High-end models typically can replicate the sound of every instrument routinely used in state-of-the-art music studios. Used in combination, they provide the hottest accompaniment styles, mixes, rhythms and beats on demand, with the push of a button, while musicians play along on the keyboard itself.
As if that’s not enough, just about every keyboard can connect to a wide range of electronic and digital devices: from amplifiers to computers to iPads. Some of the top-end keyboards and pianos offer synchronized recording and playback with external devices such as multi-track recording equipment and video cameras.
Today’s keyboard is like a mini piano usually of 49, 61, 71 or 88 keys and as a range of additional sounds and/or inbuilt rhythm tracks that allow you to be a one man band and to join in with other electronic modules. So compared to a piano, a keyboard has probably more in common with an organ and is not really an acoustical instrument.

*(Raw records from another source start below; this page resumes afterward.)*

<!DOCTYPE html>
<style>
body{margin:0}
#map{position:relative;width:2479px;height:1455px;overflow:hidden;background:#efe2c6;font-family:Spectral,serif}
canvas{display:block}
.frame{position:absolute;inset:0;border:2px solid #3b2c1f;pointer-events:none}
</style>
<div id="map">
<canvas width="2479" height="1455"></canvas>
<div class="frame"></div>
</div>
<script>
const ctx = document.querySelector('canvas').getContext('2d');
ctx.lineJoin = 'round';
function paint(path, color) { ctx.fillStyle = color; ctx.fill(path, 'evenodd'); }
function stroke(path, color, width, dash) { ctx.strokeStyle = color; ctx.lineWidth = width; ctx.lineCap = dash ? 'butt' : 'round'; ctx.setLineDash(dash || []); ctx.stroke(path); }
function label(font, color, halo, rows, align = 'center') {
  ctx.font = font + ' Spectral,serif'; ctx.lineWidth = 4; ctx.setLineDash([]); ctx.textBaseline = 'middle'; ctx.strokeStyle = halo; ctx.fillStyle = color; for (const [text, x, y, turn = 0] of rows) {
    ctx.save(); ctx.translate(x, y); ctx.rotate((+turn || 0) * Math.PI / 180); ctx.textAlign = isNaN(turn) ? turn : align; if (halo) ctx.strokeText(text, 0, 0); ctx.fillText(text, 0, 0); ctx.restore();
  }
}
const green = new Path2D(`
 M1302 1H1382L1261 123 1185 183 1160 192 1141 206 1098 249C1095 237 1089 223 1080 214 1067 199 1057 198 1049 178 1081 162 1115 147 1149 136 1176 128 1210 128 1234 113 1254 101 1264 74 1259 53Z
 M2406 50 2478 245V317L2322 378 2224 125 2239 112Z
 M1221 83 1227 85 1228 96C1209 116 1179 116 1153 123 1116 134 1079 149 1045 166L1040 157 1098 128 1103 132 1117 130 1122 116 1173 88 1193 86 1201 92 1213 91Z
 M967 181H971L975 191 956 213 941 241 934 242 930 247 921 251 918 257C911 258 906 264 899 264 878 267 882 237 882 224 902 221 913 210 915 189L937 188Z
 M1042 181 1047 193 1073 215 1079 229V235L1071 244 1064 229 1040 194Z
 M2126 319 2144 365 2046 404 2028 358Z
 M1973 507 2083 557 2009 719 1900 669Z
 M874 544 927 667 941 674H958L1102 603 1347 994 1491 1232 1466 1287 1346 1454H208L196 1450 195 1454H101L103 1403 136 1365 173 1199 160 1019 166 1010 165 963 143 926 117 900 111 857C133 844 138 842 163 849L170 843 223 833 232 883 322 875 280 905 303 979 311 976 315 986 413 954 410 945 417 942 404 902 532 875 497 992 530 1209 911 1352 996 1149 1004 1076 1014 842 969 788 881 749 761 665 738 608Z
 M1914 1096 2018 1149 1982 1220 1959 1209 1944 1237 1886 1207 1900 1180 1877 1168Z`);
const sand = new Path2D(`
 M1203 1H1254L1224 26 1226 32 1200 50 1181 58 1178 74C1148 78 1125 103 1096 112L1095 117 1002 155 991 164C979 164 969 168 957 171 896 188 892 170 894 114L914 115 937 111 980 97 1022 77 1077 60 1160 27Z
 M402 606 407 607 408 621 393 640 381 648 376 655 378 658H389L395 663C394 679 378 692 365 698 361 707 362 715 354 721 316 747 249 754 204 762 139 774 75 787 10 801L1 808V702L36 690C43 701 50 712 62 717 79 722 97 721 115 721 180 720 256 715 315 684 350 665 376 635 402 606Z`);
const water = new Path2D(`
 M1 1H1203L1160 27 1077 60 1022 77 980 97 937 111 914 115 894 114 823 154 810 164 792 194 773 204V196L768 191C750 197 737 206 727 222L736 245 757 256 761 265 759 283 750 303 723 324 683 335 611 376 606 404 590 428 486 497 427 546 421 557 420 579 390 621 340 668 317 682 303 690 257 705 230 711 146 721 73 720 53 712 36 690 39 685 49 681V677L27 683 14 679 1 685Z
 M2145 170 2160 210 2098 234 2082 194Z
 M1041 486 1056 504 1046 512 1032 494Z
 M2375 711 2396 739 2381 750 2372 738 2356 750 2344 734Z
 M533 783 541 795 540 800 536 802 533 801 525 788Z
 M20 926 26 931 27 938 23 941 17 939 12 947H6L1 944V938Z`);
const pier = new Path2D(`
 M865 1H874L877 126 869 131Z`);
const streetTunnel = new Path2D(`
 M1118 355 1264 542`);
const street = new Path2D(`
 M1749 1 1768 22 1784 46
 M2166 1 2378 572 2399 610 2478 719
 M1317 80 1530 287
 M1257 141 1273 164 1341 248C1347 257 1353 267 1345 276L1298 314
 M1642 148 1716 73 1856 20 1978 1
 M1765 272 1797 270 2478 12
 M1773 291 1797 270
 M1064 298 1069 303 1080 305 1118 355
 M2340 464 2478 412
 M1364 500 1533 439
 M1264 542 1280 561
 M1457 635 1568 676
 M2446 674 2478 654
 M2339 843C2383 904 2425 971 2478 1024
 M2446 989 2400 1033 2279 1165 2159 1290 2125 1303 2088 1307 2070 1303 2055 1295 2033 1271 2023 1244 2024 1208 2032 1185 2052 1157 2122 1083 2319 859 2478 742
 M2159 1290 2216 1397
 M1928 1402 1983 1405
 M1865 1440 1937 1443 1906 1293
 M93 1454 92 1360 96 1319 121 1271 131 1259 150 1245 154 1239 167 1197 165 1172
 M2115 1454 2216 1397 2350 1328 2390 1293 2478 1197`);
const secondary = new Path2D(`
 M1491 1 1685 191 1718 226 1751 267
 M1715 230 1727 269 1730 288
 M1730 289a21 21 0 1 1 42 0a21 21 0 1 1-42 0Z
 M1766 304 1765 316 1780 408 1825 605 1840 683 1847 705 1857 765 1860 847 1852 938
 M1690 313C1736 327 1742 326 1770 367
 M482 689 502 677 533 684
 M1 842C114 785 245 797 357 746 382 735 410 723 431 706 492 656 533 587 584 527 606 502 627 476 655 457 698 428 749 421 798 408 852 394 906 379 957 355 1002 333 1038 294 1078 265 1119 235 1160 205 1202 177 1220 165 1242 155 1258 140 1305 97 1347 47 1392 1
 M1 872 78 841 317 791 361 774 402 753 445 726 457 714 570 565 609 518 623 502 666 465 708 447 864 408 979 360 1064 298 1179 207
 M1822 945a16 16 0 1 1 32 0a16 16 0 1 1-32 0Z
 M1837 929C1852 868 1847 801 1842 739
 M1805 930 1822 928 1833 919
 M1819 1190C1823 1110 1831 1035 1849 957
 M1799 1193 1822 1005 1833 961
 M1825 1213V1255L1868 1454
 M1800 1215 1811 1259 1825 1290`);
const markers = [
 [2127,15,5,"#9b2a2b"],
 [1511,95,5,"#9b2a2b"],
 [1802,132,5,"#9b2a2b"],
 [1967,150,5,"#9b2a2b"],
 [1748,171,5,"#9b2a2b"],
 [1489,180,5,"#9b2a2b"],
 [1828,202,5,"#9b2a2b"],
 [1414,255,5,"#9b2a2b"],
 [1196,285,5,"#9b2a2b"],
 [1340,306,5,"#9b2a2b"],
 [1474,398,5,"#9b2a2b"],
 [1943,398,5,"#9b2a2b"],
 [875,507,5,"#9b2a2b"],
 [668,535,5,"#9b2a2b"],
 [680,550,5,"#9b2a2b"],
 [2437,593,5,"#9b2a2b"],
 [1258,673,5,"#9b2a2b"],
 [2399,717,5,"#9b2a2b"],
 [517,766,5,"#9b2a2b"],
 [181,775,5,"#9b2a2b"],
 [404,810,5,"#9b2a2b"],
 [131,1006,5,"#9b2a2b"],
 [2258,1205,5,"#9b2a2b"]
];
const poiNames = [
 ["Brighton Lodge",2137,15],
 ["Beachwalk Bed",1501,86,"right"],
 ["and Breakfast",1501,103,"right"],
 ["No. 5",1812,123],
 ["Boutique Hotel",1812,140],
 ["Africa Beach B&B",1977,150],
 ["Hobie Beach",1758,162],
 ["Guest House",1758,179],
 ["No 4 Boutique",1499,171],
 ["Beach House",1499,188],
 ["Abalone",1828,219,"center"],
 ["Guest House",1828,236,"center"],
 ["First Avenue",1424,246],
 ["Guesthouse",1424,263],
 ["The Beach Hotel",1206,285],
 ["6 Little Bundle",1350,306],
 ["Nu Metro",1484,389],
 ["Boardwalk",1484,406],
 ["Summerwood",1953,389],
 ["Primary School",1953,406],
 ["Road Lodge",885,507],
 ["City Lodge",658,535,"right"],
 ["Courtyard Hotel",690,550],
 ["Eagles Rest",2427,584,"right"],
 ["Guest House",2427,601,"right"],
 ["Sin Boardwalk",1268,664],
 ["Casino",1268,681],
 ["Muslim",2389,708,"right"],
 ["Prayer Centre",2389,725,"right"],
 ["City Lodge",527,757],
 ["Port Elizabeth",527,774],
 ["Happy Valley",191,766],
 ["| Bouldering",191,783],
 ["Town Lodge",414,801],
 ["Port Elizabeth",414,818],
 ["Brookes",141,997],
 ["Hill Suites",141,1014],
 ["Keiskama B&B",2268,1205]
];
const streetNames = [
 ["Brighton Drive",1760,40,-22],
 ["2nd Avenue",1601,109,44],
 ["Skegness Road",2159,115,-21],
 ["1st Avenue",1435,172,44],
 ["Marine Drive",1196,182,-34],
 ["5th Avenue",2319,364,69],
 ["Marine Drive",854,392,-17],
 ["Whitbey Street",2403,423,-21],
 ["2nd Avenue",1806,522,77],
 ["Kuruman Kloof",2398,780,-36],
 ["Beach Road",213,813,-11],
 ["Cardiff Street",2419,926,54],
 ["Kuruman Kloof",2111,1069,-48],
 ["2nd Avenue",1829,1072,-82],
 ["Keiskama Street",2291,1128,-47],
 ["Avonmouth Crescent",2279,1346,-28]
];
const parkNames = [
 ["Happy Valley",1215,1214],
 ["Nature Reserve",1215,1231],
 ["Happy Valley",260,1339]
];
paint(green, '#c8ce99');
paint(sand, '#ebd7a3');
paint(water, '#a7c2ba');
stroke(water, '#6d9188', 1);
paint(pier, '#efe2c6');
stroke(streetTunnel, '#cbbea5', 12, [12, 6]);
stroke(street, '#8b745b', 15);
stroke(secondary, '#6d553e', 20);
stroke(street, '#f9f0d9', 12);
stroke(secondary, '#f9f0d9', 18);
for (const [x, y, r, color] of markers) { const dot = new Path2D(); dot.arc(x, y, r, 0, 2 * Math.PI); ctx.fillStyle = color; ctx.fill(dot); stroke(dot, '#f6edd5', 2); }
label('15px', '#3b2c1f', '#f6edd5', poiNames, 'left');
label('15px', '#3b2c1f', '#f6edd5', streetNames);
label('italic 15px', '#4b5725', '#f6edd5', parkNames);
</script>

In the final analysis, the subtle differences between these two instruments probably aren’t big enough to make or break your decision to buy one or the other. But the biggest difference – the keyboard’s versatility at reproducing a seemingly endless variety of instrumental sounds – just might be the tie-breaker.
Still, when speaking solely in terms of comparable quality, both allow you to give your best. What comes out is largely determined by what you put in. That’s why I recommend that musicians begin by learning to play piano before deciding whether or not to try their hand (or hands) at a keyboard, based upon their personal tastes and the requirements of their performances and venues.